What you have to do:
Could each entry be returned exactly as it appears?

Data extract:
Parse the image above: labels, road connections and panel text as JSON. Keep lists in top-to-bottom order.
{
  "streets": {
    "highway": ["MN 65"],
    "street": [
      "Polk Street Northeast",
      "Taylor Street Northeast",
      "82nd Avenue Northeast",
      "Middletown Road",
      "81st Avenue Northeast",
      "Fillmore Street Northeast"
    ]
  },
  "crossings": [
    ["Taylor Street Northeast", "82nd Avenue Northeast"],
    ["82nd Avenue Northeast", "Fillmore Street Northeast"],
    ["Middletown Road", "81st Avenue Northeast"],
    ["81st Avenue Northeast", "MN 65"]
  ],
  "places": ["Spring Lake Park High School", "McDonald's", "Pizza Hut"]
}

Result of this exercise:
Parse the image above: labels, road connections and panel text as JSON. Keep lists in top-to-bottom order.
{
  "streets": {
    "highway": ["MN 65"],
    "street": [
      "Polk Street Northeast",
      "Taylor Street Northeast",
      "82nd Avenue Northeast",
      "Middletown Road",
      "81st Avenue Northeast",
      "Fillmore Street Northeast"
    ]
  },
  "crossings": [
    ["Taylor Street Northeast", "82nd Avenue Northeast"],
    ["82nd Avenue Northeast", "Fillmore Street Northeast"],
    ["Middletown Road", "81st Avenue Northeast"],
    ["81st Avenue Northeast", "MN 65"]
  ],
  "places": ["Spring Lake Park High School", "McDonald's", "Pizza Hut"]
}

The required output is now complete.